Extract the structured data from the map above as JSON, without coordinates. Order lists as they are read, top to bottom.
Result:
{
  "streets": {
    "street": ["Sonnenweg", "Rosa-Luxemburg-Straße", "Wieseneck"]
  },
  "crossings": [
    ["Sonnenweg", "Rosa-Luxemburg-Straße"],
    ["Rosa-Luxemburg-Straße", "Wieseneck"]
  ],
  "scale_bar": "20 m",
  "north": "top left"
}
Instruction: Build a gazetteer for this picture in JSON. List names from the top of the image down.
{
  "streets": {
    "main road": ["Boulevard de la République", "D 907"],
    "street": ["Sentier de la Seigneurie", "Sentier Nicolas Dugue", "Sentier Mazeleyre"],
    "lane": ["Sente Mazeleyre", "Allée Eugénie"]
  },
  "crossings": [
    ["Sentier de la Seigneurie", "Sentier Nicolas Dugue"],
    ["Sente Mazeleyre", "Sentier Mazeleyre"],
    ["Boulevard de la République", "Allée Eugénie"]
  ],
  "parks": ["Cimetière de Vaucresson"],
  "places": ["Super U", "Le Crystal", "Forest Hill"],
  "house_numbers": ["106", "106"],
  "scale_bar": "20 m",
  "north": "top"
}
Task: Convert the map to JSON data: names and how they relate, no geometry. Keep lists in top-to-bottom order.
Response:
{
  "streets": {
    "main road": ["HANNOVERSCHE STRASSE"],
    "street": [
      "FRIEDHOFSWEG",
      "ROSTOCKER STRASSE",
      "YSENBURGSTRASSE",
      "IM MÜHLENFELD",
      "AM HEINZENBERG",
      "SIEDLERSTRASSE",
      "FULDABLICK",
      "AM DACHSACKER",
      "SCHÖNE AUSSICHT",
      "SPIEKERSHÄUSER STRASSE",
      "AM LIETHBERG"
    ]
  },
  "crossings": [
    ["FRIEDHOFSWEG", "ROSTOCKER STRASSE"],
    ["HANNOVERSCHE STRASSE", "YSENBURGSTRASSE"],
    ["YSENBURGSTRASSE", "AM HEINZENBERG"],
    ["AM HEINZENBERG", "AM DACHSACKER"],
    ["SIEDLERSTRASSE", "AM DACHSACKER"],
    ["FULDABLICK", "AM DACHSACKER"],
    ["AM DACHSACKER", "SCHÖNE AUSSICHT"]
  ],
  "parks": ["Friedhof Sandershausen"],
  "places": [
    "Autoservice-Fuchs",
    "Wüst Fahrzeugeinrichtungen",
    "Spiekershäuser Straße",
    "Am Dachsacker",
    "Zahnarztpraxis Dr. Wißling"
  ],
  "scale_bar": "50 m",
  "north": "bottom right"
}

──────────────────────────────

• **Exercise instructions**
Across the whole listing above, report each line that includes "data".

• **Solution**
Extract the structured data from the map above as JSON, without coordinates. Order lists as they are read, top to bottom.
Task: Convert the map to JSON data: names and how they relate, no geometry. Keep lists in top-to-bottom order.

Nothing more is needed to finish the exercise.